__What you need to do__
What you return must match the listing word for word.

__Data under study__

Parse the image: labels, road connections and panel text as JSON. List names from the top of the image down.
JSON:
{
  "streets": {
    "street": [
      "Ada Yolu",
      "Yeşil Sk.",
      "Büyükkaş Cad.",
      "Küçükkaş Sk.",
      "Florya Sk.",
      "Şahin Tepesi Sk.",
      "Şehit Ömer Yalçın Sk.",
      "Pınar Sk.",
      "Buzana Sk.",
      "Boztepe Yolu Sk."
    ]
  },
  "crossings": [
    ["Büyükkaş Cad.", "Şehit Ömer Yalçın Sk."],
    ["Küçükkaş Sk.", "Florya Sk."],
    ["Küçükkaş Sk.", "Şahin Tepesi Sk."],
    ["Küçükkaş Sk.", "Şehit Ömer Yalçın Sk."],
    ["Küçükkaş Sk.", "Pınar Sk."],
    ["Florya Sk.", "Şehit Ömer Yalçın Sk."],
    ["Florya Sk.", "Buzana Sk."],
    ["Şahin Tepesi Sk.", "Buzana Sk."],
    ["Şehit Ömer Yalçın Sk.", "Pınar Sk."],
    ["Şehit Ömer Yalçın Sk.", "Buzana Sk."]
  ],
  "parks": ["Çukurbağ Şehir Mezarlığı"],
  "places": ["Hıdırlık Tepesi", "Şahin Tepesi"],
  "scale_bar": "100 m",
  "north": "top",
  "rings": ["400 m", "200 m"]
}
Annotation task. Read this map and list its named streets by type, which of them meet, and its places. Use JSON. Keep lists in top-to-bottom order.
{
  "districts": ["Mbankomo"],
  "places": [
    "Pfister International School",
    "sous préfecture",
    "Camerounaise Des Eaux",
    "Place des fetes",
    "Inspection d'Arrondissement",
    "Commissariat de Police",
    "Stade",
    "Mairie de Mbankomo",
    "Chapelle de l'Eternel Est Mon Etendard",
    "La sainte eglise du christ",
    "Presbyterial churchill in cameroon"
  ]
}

__Reply__
Parse the image: labels, road connections and panel text as JSON. List names from the top of the image down.
JSON:
{
  "streets": {
    "street": [
      "Ada Yolu",
      "Yeşil Sk.",
      "Büyükkaş Cad.",
      "Küçükkaş Sk.",
      "Florya Sk.",
      "Şahin Tepesi Sk.",
      "Şehit Ömer Yalçın Sk.",
      "Pınar Sk.",
      "Buzana Sk.",
      "Boztepe Yolu Sk."
    ]
  },
  "crossings": [
    ["Büyükkaş Cad.", "Şehit Ömer Yalçın Sk."],
    ["Küçükkaş Sk.", "Florya Sk."],
    ["Küçükkaş Sk.", "Şahin Tepesi Sk."],
    ["Küçükkaş Sk.", "Şehit Ömer Yalçın Sk."],
    ["Küçükkaş Sk.", "Pınar Sk."],
    ["Florya Sk.", "Şehit Ömer Yalçın Sk."],
    ["Florya Sk.", "Buzana Sk."],
    ["Şahin Tepesi Sk.", "Buzana Sk."],
    ["Şehit Ömer Yalçın Sk.", "Pınar Sk."],
    ["Şehit Ömer Yalçın Sk.", "Buzana Sk."]
  ],
  "parks": ["Çukurbağ Şehir Mezarlığı"],
  "places": ["Hıdırlık Tepesi", "Şahin Tepesi"],
  "scale_bar": "100 m",
  "north": "top",
  "rings": ["400 m", "200 m"]
}
Annotation task. Read this map and list its named streets by type, which of them meet, and its places. Use JSON. Keep lists in top-to-bottom order.
{
  "districts": ["Mbankomo"],
  "places": [
    "Pfister International School",
    "sous préfecture",
    "Camerounaise Des Eaux",
    "Place des fetes",
    "Inspection d'Arrondissement",
    "Commissariat de Police",
    "Stade",
    "Mairie de Mbankomo",
    "Chapelle de l'Eternel Est Mon Etendard",
    "La sainte eglise du christ",
    "Presbyterial churchill in cameroon"
  ]
}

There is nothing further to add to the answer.